Nicasia would pick up Jurrjens after school for practice when the boy's father, Carl, couldn't get away from his job as a manager at the telephone company.

"I've been coaching 30 years," Nicasia said. "It makes my heart content to see Jair in the big leagues. He's a good kid."

At home, Jurrjens was inspired by his brother, Carl Jr., a decade older, who was an outstanding youth player in his own right. Some on Curaçao believe Carl Jurrjens Jr. could've had a shot at the majors, too, but was overlooked by scouts because of a hearing impairment.

"That was part of the motivation for Jair," said Luigi Sille, 39, Jurrjens' cousin, who also helps coach youth leagues. "He wanted to do it for his brother."

'He was always throwing'

Jurrjens grew up a few miles from the Marchena ball field in a neat, modest home with his dad, older brother, sister Charlotte and his mother, Esther.

"He always was playing with anything that resembled a ball," said Esther Jurrjens, laughing. "He was always throwing it."

Sille says Jurrjens used to get scolded for pelting his father's car with stones, but his accuracy was so good he never hit the windows.

His father remembers Jair playing pretend baseball in the backyard, narrating his own action as he stood at the plate, belted a hit, tore around the bases and slid into home.

"He loves the game," Carl Jurrjens said. "This was always his dream, and now he's living it."

Jurrjens was a standout in every youth league, earning the nickname "Campeon," or "Champion," in the Vruminga League. The name dropped away as he grew older, and most folks on Curaçao call him Jair, although some use "JJ."

By the time he reached the Senior League at 15, Jurrjens' future was bright and many believed he could make the majors. Like most kids on Curaçao, he had played all over the field, often second or third base.

"When he went to Senior League, he told the manager he wanted to pitch because he wanted to win," Sille said. "He always wanted to win."

The debut was a success, and soon Jurrjens was attracting attention beyond Curaçao.

His Senior League team won a world championship in 2002, and a major league scout who watched the game told Carl Jurrjens his son should forget about everything but pitching.

The message found fertile ground. Jurrjens played only a couple of games in Curaçao's top league for older kids, then was drafted by the Detroit Tigers at 17.

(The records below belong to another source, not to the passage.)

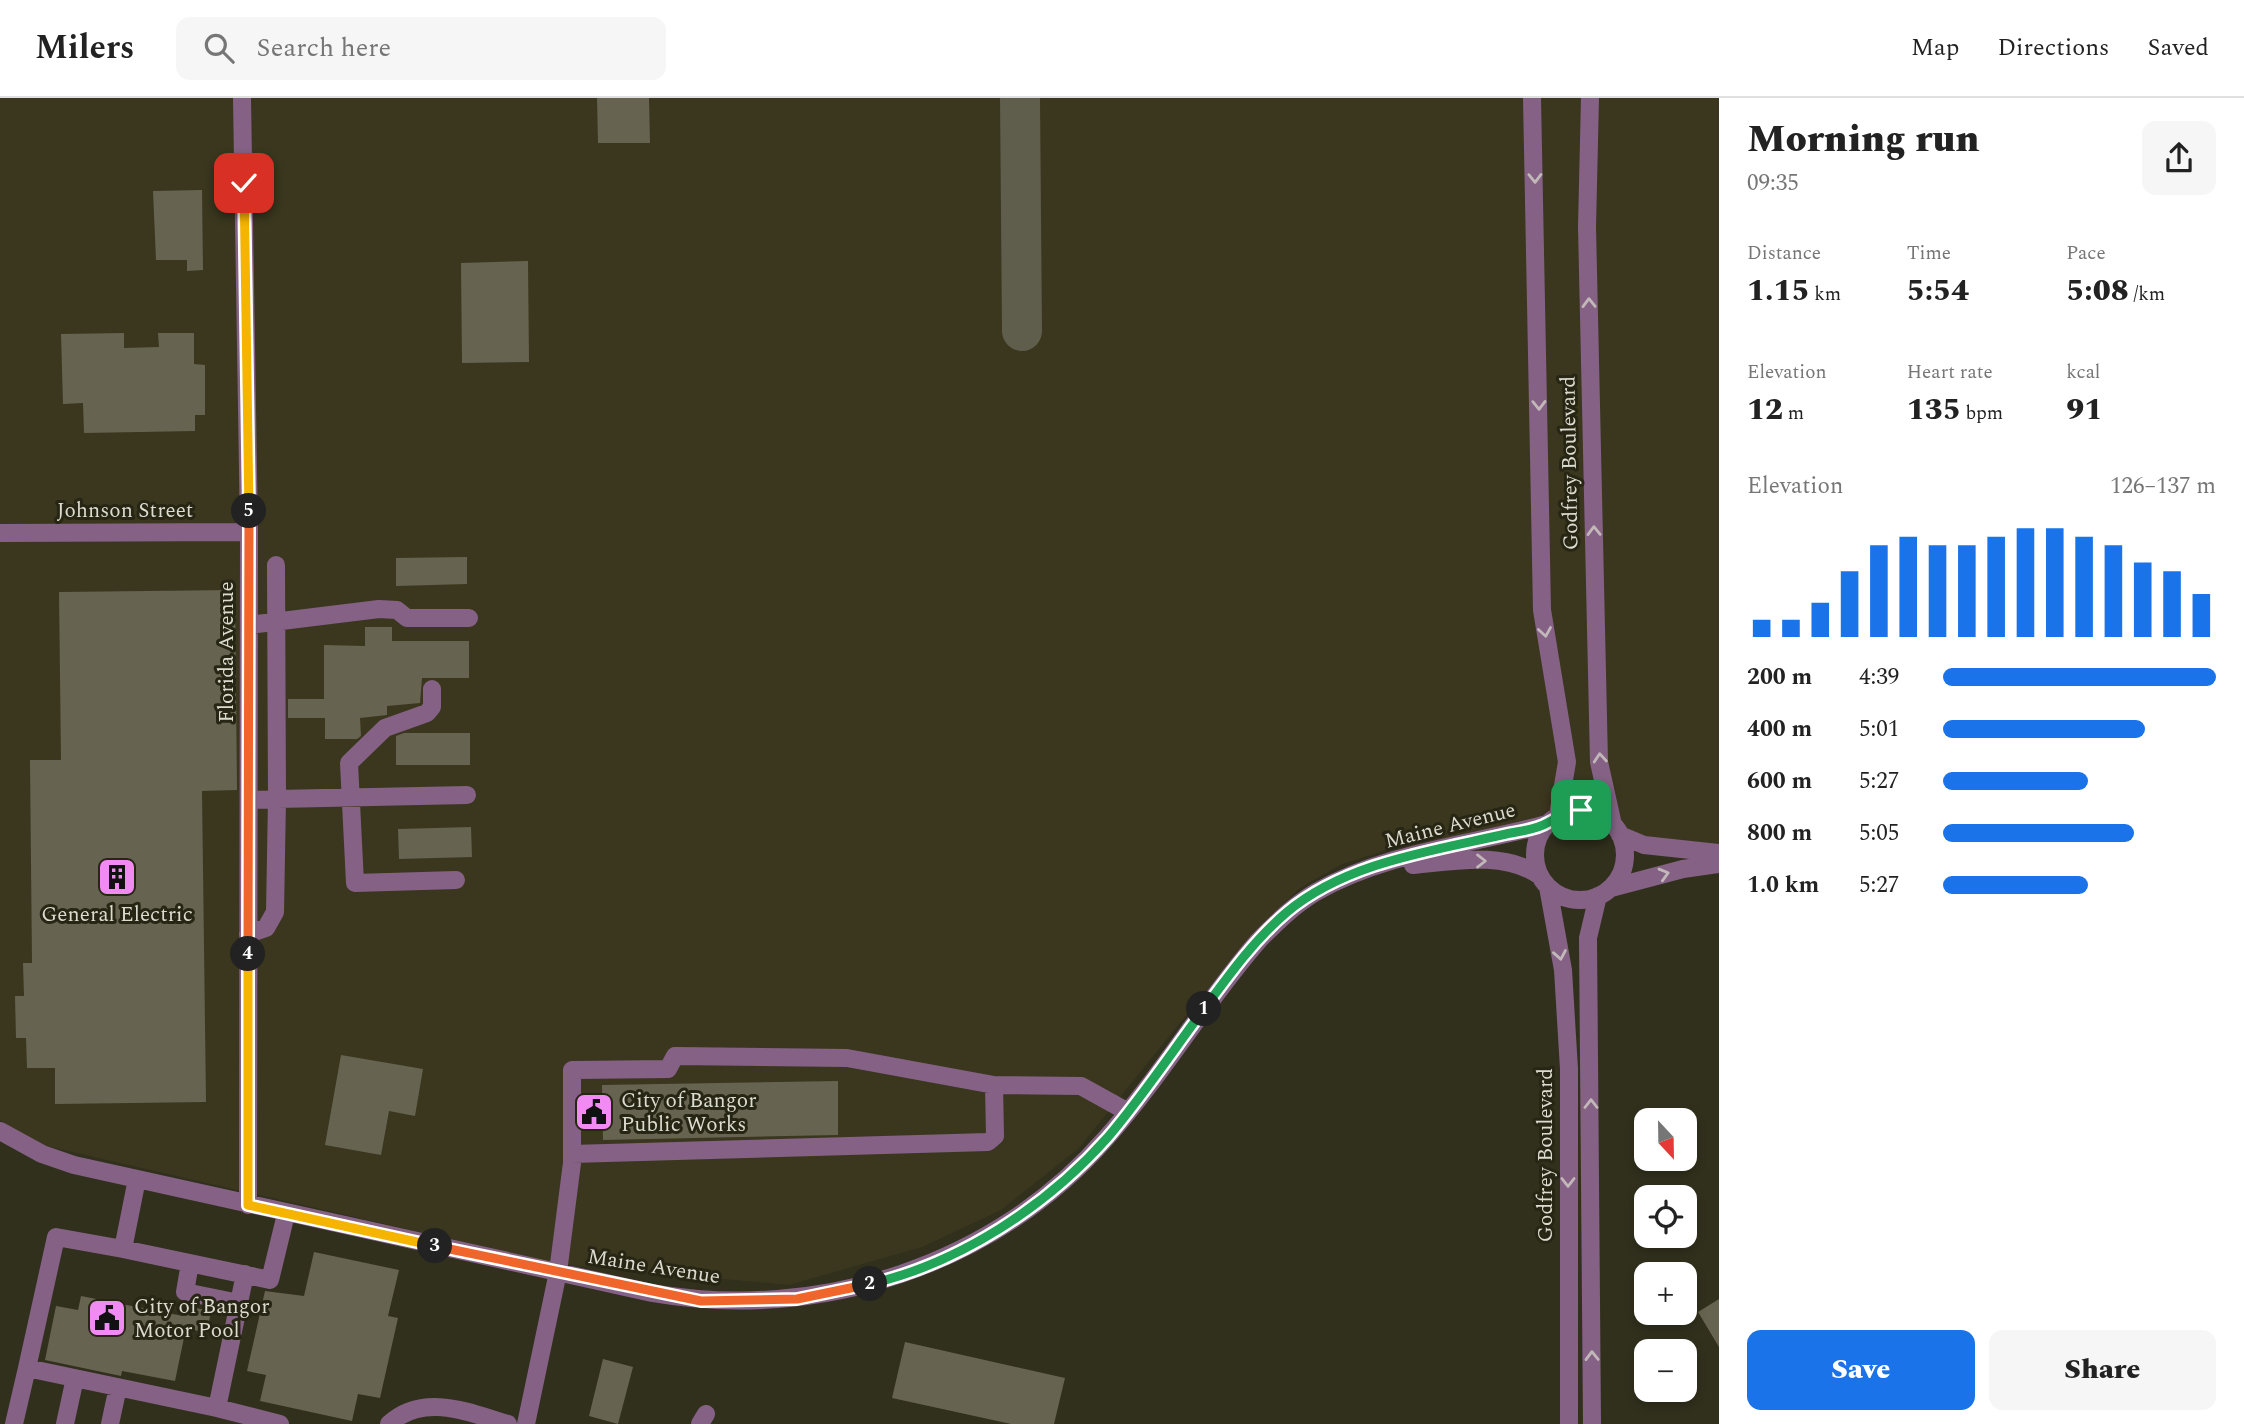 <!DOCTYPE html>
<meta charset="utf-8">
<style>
:root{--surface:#fff;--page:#f6f6f6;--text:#222;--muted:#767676;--line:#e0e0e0;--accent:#1a73e8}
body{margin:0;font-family:Spectral,serif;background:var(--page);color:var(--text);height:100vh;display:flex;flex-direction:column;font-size:26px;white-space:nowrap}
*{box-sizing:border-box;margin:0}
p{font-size:23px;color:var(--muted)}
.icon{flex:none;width:38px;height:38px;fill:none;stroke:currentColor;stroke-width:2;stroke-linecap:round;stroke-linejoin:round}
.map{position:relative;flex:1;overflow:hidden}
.sheet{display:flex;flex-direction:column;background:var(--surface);width:525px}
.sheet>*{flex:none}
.needle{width:46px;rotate:158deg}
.tools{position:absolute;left:1634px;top:1010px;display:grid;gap:14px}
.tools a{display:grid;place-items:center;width:63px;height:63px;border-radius:14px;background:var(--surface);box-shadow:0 4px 10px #0003;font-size:35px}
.pin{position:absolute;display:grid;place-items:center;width:60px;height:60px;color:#fff;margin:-30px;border-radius:14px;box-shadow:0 4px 10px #0006}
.km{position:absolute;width:35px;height:35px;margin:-18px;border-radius:50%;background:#222;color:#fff;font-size:19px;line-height:35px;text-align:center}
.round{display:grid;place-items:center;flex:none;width:74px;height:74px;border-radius:14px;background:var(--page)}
.headline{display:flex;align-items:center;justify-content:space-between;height:119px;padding:0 28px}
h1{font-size:38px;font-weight:800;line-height:52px}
.figures{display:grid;grid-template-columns:repeat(3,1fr);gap:10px;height:119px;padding:7px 28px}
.figures div{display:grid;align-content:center}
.figures b{font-size:30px;font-weight:800}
.figures small{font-size:19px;font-weight:400}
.figures p{font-size:19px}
.chart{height:196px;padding:14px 28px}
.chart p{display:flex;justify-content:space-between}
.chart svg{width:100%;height:126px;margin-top:7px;stroke:var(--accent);stroke-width:6}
.button{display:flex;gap:14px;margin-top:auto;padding:14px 28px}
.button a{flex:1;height:80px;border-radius:14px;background:var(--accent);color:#fff;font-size:28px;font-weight:800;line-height:80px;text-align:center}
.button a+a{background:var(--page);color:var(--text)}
ul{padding:0 28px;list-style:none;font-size:23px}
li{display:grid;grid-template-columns:112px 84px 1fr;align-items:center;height:52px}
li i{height:18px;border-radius:9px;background:var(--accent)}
header{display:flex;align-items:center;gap:42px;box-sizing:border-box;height:98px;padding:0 35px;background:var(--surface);border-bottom:2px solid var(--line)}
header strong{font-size:33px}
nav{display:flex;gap:38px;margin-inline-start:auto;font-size:24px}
.search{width:490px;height:63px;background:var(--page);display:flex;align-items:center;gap:18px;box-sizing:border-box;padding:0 24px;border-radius:14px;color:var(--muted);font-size:26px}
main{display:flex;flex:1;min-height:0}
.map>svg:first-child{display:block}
</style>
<header>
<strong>Milers</strong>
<div class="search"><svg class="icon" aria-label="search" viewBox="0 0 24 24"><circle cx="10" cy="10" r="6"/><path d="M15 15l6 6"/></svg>Search here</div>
<nav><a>Map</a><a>Directions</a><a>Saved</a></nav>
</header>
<main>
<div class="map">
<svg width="1719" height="1326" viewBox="0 0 1719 1326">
<rect width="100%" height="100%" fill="#31301d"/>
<!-- built -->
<path fill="#3a371e" d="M0 0H1719V755L1626 736 1483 739 1386 752 1340 767 1300 790 1252 836 1078 1051 1001 1112 922 1149 789 1187 559 1166 33 1045 0 1022Z"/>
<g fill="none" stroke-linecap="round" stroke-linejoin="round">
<!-- taxiway -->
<path stroke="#5f5e4d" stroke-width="40" d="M1020 0 1022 233"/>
</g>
<!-- building -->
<path fill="#666450" d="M597 0H649L650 45H598Z
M202 92 203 172 187 173V162H156L153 93Z
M528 163 529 264 462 265 461 165Z
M124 235V250L159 249 158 235H194V266L205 267V317H195V333L84 335 83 305 63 306 61 236Z
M467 459V486L396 488V460Z
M235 492 237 692 202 693 206 1004 55 1006V970H27L26 940H16L15 898H24L23 865H32L30 662H61L59 494Z
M365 529H392V543H469V580H422L420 605 387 608V617L360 620 361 638 357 641H325V620H288V601H324V547L365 548Z
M404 635H470V667H396V638Z
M471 729 472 759 399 761 398 731Z
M341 957 423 971 415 1018 389 1013 381 1057 325 1047Z
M838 983V1037L603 1042 602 987Z
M314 1154 399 1172 388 1218 398 1220 380 1300 358 1296 352 1323 260 1303 266 1277 247 1273 265 1193 304 1198Z
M81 1198 183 1218 185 1208 211 1213 207 1235 186 1230 175 1283 122 1273 121 1278 45 1262 56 1208 78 1212Z
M1719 1201V1249L1698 1214Z
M905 1244 1065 1280 1054 1326H1011L892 1300Z
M603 1261 633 1269 618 1326 589 1318Z"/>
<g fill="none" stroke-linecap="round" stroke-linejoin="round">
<!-- minor -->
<path stroke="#856285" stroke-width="18" d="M242 0 249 434 248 1107
M1532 0 1542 512 1567 664 1558 717
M1590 0 1587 129 1599 664 1613 727
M0 435 249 434
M249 527 379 511 397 512 407 520H469
M432 591V609L427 615 385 630 349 665 355 785 456 782
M249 702 277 701 276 467
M1535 757a45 45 0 1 1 90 0a45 45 0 1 1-90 0Z
M1620 737 1644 747 1719 755
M1413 767C1454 763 1505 753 1540 778
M1548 789 1563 872 1569 971V1326
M1611 790 1683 771 1719 766
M248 836 266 830 275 814 277 701 467 697
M0 1033 42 1056 74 1067 652 1195C819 1224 995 1168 1107 1039 1162 977 1205 904 1259 842 1277 824 1294 807 1316 794 1386 754 1470 747 1547 726
M572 1056 988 1044 995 1038 994 987
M123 1151 270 1182 286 1116
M190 1165 185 1194 239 1205
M27 1270 56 1139 123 1151 137 1081
M217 1310 280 1326
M14 1326 27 1270 217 1310 245 1176
M65 1326 75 1280
M110 1326 118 1289
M389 1326C424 1294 470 1315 508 1326
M526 1326 558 1174 572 1065V972L668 971 675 958 847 960 994 987 1081 988 1128 1014
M700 1326 706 1316
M1592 1326 1588 840 1598 798"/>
</g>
<!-- one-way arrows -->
<defs><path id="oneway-chevron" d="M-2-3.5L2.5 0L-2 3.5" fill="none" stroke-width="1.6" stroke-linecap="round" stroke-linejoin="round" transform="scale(1.75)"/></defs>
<g stroke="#c2b7b9">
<use href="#oneway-chevron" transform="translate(1535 80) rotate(89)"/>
<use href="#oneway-chevron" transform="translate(1589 205) rotate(-91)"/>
<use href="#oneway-chevron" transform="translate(1539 307) rotate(89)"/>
<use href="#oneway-chevron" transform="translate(1594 433) rotate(-91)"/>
<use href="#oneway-chevron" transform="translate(1545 534) rotate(81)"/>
<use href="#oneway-chevron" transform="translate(1600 660) rotate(-95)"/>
<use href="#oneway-chevron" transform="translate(1481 763)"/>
<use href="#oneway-chevron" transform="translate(1664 776) rotate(-16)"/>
<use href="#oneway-chevron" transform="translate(1560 857) rotate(80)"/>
<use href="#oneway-chevron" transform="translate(1591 1006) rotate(-90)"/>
<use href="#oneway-chevron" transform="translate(1568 1084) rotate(90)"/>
<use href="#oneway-chevron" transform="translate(1592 1258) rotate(-91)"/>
</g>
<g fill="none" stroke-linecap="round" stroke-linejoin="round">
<defs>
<path id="split-1" d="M1204 911C1229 877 1254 842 1287 814 1347 764 1432 753 1506 736 1519 733 1536 732 1547 725 1560 719 1567 713 1581 712"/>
<path id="split-2" d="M870 1186C960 1165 1047 1108 1108 1039 1142 999 1172 954 1204 911"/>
<path id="split-3" d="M435 1148 701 1203 797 1201 870 1186"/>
<path id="split-4" d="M248 856V1107L435 1148"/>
<path id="split-5" d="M248 856 249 413"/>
<path id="split-6" d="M244 85 249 413"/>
</defs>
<!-- split-1 casing -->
<use href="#split-1" stroke="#fff" stroke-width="14"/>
<!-- split-2 casing -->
<use href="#split-2" stroke="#fff" stroke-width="14"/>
<!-- split-3 casing -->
<use href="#split-3" stroke="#fff" stroke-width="14"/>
<!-- split-4 casing -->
<use href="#split-4" stroke="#fff" stroke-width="14"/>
<!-- split-5 casing -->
<use href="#split-5" stroke="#fff" stroke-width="14"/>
<!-- split-6 casing -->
<use href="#split-6" stroke="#fff" stroke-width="14"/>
<!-- split-1 -->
<use href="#split-1" stroke="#22a559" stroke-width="9"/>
<!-- split-2 -->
<use href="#split-2" stroke="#22a559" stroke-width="9"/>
<!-- split-3 -->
<use href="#split-3" stroke="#f0652b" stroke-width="9"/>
<!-- split-4 -->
<use href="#split-4" stroke="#f5b400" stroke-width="9"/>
<!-- split-5 -->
<use href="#split-5" stroke="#f0652b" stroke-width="9"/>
<!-- split-6 -->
<use href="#split-6" stroke="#f5b400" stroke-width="9"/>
</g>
<!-- icons -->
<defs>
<symbol id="building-square" viewBox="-11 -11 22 22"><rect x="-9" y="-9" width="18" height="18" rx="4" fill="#f28af3" stroke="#272614"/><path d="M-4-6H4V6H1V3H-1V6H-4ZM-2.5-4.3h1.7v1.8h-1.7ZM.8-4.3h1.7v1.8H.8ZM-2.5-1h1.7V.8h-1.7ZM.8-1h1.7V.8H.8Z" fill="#111"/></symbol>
<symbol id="civic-square" viewBox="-11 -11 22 22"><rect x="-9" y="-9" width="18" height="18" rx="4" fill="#f28af3" stroke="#272614"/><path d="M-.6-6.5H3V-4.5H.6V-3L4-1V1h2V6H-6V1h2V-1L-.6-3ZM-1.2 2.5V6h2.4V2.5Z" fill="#111"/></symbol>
</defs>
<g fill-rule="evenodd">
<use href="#building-square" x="95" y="757" width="44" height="44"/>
<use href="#civic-square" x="572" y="992" width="44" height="44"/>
<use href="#civic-square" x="85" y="1198" width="44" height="44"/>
</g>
<g text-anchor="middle" stroke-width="6" stroke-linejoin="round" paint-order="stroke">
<!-- street labels -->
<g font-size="21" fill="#dcdbcf" stroke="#272614">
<text transform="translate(1569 365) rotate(-91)" y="7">Godfrey Boulevard</text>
<text x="125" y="419">Johnson Street</text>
<text transform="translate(226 554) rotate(-90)" y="7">Florida Avenue</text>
<text transform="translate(1450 727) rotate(-14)" y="7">Maine Avenue</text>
<text transform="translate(1545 1057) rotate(-90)" y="7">Godfrey Boulevard</text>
<text transform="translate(654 1168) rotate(9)" y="7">Maine Avenue</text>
</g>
<!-- poi labels -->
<g font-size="21" fill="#dcdbcf" stroke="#272614" text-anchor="start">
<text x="117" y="823" text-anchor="middle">General Electric</text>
<text x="621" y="1009">City of Bangor<tspan x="621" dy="24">Public Works</tspan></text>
<text x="134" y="1215">City of Bangor<tspan x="134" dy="24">Motor Pool</tspan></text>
</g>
</g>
</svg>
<div class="tools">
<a><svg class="needle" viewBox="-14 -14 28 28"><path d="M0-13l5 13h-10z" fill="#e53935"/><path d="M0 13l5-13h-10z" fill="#767676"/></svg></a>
<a><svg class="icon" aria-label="locate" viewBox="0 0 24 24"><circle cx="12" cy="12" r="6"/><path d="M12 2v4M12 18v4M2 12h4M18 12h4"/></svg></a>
<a>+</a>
<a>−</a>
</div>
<div class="pin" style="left:1581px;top:712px;background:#1e9e55"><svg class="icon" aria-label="arrive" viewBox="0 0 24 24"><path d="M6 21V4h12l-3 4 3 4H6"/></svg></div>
<div class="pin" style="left:244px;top:85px;background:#d93025"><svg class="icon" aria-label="check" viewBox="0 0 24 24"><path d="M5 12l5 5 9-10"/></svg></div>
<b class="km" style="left:1204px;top:911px">1</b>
<b class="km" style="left:870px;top:1186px">2</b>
<b class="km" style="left:435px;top:1148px">3</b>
<b class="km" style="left:248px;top:856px">4</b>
<b class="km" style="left:249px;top:413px">5</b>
</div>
<section class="sheet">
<div class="headline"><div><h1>Morning run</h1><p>09:35</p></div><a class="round"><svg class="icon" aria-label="share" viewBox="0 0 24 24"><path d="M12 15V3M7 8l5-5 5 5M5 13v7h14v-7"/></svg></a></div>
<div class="figures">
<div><p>Distance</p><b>1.15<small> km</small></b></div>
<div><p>Time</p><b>5:54</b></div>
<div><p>Pace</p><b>5:08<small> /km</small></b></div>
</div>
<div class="figures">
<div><p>Elevation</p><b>12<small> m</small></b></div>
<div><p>Heart rate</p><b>135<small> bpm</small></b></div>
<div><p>kcal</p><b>91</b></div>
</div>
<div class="chart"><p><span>Elevation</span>126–137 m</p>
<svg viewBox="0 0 160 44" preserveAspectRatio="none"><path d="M5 44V38M15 44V38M25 44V32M35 44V21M45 44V12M55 44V9M65 44V12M75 44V12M85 44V9M95 44V6M105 44V6M115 44V9M125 44V12M135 44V18M145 44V21M155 44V29"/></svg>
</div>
<ul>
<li><b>200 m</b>4:39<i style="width:100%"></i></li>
<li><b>400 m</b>5:01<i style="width:74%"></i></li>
<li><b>600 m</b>5:27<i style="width:53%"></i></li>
<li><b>800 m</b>5:05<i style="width:70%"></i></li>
<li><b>1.0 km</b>5:27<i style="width:53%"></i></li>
</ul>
<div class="button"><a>Save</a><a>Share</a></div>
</section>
</main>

By 2007 he had worked his way to the majors, pitching impressively in a handful of games after he was called up.

Over the winter he was traded to the Braves, the fulfillment of his father's dreams.

"When I was a kid, a friend gave me a bat signed by Hank Aaron, and I was a Braves fan forever," Carl Jurrjens recalled. "I was for them even before they left Milwaukee."

Jurrjens' strong start for the Braves is all the talk of Curaçao this year, stoking dreams for other young kids sweating out practice on dusty fields like the one behind Marchena Hardware.

"When we were kids, we all took names of major leaguers," recalled Ringemar Raap, 24, who played with Jurrjens in the Senior League. "Jair would say he was Chipper Jones. It's like a dream to see him playing with those guys now."